Now we move on to the situation of the progressive jackpot not occurring. First, the time that the game has been in use is irrelevant. The number of games played is more important. The cycle of this game is 373,248, and we report 302,394 games having been played. As we have not yet completed a cycle, it does not seem unreasonable that a jackpot has not been hit. This is the first thing to look at when determining if the information seems “reasonable.” While this is not a scientific evaluation of the data, it does give you an idea as to whether or not the situation could occur. A little later on we’ll be able to actually quantify this and determine whether this situation is statistically probable.

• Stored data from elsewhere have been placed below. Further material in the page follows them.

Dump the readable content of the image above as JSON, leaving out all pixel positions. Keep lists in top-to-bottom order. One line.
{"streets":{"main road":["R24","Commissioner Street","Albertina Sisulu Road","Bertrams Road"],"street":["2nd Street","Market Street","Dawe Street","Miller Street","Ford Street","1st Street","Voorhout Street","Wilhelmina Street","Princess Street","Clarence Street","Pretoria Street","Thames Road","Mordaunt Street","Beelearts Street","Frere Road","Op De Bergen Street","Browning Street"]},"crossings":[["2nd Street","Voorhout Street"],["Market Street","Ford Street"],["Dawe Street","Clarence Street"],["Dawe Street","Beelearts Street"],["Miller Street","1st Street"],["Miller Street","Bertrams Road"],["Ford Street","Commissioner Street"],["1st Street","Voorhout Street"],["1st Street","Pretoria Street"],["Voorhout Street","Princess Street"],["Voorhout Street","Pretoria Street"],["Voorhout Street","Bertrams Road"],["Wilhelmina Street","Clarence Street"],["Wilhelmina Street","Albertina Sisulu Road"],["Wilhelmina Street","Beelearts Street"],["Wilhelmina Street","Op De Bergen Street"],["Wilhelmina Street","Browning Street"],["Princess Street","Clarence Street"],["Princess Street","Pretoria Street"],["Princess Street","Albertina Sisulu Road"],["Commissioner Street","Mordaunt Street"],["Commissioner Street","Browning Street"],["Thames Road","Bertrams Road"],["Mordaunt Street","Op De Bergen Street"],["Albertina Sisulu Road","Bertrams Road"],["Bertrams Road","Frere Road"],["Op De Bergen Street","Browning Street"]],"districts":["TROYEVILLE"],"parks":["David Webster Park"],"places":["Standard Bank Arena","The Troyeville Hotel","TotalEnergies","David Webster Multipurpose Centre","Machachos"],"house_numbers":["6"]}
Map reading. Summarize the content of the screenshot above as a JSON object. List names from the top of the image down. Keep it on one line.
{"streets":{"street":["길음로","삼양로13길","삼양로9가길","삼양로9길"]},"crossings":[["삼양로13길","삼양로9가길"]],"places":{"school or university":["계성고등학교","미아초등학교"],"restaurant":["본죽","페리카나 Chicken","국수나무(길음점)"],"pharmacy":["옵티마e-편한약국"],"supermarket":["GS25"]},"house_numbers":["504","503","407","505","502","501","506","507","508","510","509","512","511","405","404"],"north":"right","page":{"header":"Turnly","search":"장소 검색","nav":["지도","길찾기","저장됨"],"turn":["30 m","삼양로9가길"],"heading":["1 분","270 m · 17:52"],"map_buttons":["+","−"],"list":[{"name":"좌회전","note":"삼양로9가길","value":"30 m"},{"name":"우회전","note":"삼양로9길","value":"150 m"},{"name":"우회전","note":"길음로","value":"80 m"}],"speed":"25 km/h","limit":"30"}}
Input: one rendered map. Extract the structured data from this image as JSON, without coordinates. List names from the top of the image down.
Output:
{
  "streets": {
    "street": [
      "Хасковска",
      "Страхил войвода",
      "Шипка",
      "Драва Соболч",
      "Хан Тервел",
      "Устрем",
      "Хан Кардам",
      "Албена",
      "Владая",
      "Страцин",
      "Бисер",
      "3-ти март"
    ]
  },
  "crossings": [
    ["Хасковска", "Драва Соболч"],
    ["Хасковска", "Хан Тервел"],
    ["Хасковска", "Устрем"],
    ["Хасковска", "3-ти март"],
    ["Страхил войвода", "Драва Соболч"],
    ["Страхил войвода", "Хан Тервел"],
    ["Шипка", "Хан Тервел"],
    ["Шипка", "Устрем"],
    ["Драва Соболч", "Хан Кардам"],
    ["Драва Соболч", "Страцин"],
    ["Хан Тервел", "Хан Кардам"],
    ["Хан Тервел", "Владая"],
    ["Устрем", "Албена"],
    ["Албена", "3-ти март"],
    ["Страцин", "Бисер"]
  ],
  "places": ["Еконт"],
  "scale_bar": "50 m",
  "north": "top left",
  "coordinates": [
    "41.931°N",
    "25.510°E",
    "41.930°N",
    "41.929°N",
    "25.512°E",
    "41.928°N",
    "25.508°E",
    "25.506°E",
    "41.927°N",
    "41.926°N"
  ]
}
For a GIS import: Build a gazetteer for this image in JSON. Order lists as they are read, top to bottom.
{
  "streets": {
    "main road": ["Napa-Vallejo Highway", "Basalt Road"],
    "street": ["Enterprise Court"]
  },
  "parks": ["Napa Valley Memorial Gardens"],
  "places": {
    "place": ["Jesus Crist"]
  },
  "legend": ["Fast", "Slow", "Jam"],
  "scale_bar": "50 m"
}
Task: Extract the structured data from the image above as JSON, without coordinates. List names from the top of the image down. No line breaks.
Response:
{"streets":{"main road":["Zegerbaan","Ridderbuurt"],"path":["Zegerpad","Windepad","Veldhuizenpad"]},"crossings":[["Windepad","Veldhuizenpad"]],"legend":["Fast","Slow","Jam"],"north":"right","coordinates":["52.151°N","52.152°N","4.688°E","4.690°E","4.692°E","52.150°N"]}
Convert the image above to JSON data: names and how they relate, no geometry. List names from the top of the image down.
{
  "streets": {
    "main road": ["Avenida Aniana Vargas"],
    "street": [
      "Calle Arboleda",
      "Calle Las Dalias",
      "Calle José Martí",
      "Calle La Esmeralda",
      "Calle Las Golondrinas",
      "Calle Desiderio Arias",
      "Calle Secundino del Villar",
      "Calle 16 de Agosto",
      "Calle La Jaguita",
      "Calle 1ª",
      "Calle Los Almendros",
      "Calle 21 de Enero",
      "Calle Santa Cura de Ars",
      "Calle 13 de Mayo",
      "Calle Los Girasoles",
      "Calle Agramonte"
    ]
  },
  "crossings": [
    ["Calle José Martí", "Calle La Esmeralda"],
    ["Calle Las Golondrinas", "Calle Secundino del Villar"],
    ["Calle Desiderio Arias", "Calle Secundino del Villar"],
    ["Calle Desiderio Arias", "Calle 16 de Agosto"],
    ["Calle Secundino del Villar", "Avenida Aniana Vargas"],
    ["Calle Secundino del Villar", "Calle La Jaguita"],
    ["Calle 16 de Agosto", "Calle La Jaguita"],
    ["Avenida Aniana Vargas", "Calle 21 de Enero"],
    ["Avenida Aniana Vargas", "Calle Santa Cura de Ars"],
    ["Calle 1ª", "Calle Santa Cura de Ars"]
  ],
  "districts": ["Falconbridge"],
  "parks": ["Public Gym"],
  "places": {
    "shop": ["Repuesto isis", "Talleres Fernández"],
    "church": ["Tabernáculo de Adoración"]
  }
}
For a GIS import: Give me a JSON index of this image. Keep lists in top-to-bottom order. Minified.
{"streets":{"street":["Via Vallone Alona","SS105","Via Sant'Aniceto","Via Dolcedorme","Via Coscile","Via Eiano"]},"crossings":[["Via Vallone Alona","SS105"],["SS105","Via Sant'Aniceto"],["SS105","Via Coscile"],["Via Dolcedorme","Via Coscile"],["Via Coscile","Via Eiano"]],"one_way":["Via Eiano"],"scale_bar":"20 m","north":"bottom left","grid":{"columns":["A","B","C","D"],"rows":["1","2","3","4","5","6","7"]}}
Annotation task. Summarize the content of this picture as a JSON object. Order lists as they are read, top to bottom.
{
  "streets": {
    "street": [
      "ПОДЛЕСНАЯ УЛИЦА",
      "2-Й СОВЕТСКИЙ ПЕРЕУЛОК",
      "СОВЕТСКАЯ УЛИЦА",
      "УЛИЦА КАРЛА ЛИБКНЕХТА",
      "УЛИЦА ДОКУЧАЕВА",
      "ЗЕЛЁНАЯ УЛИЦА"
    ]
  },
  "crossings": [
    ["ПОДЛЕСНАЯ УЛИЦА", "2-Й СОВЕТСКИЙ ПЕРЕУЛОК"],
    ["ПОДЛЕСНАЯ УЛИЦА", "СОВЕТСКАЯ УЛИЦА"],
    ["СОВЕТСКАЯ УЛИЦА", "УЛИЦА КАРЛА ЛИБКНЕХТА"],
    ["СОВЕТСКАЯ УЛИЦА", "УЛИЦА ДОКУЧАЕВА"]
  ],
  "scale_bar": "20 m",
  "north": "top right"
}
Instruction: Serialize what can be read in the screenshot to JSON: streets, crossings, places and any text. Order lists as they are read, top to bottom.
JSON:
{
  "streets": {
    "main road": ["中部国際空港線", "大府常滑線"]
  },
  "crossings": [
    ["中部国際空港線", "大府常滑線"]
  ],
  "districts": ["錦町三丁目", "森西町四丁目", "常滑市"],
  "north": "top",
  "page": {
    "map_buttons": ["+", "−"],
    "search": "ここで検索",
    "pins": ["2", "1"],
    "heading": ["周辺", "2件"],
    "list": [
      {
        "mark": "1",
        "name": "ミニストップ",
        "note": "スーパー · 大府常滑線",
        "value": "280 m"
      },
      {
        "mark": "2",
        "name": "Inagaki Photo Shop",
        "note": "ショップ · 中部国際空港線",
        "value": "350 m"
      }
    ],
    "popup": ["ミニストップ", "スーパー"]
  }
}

As each game is random, the jackpot could occur at any time. It is quite possible that the jackpot could hit on the first game played. It is also possible that the jackpot could hit on the 373,248th game played. Could it hit on the second cycle instead, waiting until game 746,496? Certainly it could. At this point, Crackpot Jackpot has completed 302,394 / 373,248 of a cycle, or 0.81017. With 81 percent of a cycle complete, we still have 19 percent to go. That translates to 70,854 games (373,248 – 302,394 = 70,854) remaining until one complete cycle has occurred. Based upon the average level of play, the cycle will be completed in 70,854 / 414 = 171 days, or almost six months from now.

Figure 4
If we were to draw a graph showing where the jackpot hit is likely to occur, it would look similar to Figure 4. It appears that as we near a full cycle, there would be an increased chance of hitting the jackpot. As we leave the cycle, we would have a decreased chance of hitting the jackpot. But does that mean that the probability of hitting the jackpot actually increases the more games we play? Or that the probability actually decreases after we’ve played past the cycle?

Figure 5
While Figure 4 might suggest that the chances of obtaining the jackpot increase as we approach a full cycle, it is actually the cumulative opportunity that we are dealing with. You have a fixed probability of obtaining the jackpot with every game. This does not change between the first game and game No. 373,248. As the progressive jackpot amount increases, it does not mean that the jackpot is more likely to hit. If we were to simulate this slot machine and mark the game number where the jackpot hit, we would have a graph similar to Figure 4. It would more likely be that of a standard bell-curve as shown in Figure 5. Once again, we need to think of the jackpot hit considering the life of the slot machine, not the player sitting at the game. The less time the game has been in play, the less likely the jackpot is to have occurred. While each game has the same probability, it is the cumulative play over time that means there is a greater chance of having the jackpot hit. With one game out of 373,248, there is a very slight chance of hitting the jackpot. But after the game has had 100,000 plays, then there have been 100,000 games—each with the same probability—in which the jackpot could have occurred. By the time that a full cycle has been reached, it is quite likely that the jackpot will have hit. However, it is not a certainty. This “rule of thumb” can be used to see if the game appears to be playing properly. However, you can think of this as a “gut feeling,” which does not give scientific proof.

Close, But What’s Next?

Figure 6
By now we have a good feeling that Crackpot Jackpot is playing correctly. The figures “look correct,” which gives us a general feel for the game, but it is not a complete investigation—really, it isn’t anything more than a cursory look at the game. I am not suggesting that you can verify a game via a hunch or a feeling, but this initial investigation can save you from doing hours of research only to later find out that your data is bad.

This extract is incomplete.